Should I Start a Company? Advice to MBAs Considering Entrepreneurship as a Career Path

October 29. 2013
by Eric Norman

Occasionally people ask me something like: should I start a company? However, this is not really the right question to ask. Entrepreneurship is not a career. It is a burning desire to create. This was eloquently described by the German poet Rilke around 100 years ago to a young student asking whether he should become a writer (just substitute writing for entrepreneurship):

Ask yourself in the most silent hour of your night: must I write? Dig into yourself for a deep answer. And if this answer rings out in assent, if you meet this solemn question with a strong, simple “I must,” then build your life in accordance with this necessity; your whole life, even into its humblest and most indifferent hour, must become a sign and witness to this impulse. ... Go into yourself and see how deep the place is from which your life flows; at its source you will find the answer to the question of whether you must create.

I had the beginnings of a successful career in large corporate environment; I developed fans who began to praise my work, but I lost patience before fully realizing the opportunity. Partly it was my fault for seeking out the most different country I could find (Japan) and falling in love with it to the detriment of all else. Had I moved to NY, like 90% of my college class and joined an American company that rewarded talent and ability, instead of valuing repetition and mastery, things might have worked out differently. Or so I thought briefly; lately I have come to realize that this would merely have changed the timing—the boredom of incremental innovation would have found me eventually.

Now for the last year, I am part of an incredible team building something from nothing. Will people be ready? Will people want it? We expect it to be criticized, as all novel things are. Some may say it is the rearrangement of the obvious, the fresh coat of paint on the old clunker. Why is beautiful paint bad? We will examine the criticism for merit, make adjustments, and move on. Kaizen is great, but boring. Breakthrough kaizen is sustaining. Does society understand this? Do public markets understand? One may not have a choice as one is forced to seek vast capital, thus needing to meet short-term financial goals.

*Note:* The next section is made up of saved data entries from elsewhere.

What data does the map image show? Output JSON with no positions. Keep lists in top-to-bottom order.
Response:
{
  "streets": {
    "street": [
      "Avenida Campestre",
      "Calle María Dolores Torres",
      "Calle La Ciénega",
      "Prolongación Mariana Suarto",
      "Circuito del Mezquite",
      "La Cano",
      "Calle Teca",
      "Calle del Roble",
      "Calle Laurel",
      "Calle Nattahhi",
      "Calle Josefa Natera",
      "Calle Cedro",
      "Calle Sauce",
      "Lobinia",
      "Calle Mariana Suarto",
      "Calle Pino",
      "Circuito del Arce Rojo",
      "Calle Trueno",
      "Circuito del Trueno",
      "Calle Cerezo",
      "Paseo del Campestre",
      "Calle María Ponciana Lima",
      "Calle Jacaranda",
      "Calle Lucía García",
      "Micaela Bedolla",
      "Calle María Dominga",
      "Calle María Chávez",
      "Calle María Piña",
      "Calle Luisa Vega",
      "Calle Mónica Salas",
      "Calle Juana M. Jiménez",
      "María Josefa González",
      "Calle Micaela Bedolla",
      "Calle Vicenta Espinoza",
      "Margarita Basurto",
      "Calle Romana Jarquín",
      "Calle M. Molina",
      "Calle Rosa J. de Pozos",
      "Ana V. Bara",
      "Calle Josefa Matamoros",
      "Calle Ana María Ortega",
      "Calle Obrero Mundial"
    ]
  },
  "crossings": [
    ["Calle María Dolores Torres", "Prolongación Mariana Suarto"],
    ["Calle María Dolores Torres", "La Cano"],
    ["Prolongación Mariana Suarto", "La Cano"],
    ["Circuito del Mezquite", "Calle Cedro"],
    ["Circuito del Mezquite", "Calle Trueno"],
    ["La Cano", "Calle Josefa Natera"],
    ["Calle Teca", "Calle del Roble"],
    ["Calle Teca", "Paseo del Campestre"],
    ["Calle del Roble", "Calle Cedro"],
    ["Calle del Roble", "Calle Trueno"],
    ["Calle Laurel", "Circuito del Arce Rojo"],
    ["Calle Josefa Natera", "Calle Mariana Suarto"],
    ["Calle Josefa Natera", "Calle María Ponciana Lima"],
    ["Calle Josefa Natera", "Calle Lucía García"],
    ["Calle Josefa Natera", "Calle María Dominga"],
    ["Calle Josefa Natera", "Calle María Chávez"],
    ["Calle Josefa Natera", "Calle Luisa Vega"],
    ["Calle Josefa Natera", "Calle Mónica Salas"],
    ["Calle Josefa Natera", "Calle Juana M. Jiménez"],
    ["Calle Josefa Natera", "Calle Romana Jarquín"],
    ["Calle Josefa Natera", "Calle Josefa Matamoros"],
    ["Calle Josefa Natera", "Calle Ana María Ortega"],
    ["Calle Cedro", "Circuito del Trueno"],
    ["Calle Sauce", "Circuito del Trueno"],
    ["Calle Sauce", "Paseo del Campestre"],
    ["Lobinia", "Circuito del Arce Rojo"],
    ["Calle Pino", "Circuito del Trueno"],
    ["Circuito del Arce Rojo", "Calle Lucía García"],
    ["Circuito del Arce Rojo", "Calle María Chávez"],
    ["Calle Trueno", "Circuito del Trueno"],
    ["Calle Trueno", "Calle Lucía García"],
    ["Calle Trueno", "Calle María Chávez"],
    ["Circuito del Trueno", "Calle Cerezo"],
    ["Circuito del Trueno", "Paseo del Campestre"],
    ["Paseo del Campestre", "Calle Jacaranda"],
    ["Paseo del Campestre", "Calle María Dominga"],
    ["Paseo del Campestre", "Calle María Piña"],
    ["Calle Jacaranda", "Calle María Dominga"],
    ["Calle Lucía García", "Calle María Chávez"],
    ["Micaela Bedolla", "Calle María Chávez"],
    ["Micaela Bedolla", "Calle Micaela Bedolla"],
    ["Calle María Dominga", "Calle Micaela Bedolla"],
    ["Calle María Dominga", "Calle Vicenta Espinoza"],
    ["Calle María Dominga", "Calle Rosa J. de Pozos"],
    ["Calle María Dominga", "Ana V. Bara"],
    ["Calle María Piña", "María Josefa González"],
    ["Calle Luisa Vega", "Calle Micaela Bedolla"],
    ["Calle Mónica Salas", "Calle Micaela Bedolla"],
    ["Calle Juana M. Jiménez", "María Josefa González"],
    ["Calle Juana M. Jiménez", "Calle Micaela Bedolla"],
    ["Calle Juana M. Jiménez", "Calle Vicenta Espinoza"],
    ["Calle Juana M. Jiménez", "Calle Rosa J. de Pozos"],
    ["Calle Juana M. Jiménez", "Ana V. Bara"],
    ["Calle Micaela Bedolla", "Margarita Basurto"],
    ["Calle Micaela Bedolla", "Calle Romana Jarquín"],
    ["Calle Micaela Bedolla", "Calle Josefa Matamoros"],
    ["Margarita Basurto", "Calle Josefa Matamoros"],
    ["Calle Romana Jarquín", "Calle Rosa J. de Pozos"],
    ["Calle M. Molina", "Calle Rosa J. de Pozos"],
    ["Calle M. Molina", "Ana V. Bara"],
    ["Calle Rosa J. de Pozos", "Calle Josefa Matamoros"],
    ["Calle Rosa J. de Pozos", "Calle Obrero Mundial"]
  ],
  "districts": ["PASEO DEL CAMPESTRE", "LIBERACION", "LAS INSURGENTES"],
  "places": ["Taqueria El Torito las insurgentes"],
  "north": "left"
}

Working towards a goal--to create--is not work. In the weeks leading up to our first public showing at an established tech conference, I polished my Photoshop skills -- a program I haven’t used since high school -- to modify our graphic designer’s work to show the team my thoughts, as words alone were failing. I learned about the emissivity of physical bodies and the workings of thermal cameras. We explored the theoretical limits of ideal cooking and how people truly want to interact with their cooking appliances, then worked all this into a patent. Then made it visual and logical in a cohesive story of what the product does and why you should find it amazing -- and the MBA helps with this. Yet this did not feel like work. It felt like accomplishments that needed to be brought to life. Like a burning desire to explain ourselves.

Ultimately, we found fellow believers. A woman at the conference exclaimed “This is what I want for Christmas!” and another emailed “Love what you guys are doing! I've literally been looking for something that does what you guys are building for like, 5 years now.”

Which feels amazing and is why you choose entrepreneurship. To create. Because no one else believes in your idea and the world will not know it’s greatness if you don’t do everything in your power to bring it to light. If you are calculating salaries and potential outcomes, as MBAs are wont to do, you would likely be miserable. It is not a constantly increasing plateau of achievement. It is violently binary and the struggles must make you believe more. If you analyze the problem thoroughly, your NPV will be zero and you will not proceed. So your calling is for other reasons. The desire to build. The need for freedom.

Eric Norman managed automobile development projects at the global HQ of Toyota Motor in rural Japan. After Rady, he became consumed with developing smart cooking appliances and founded Palate Home to bring that vision to life.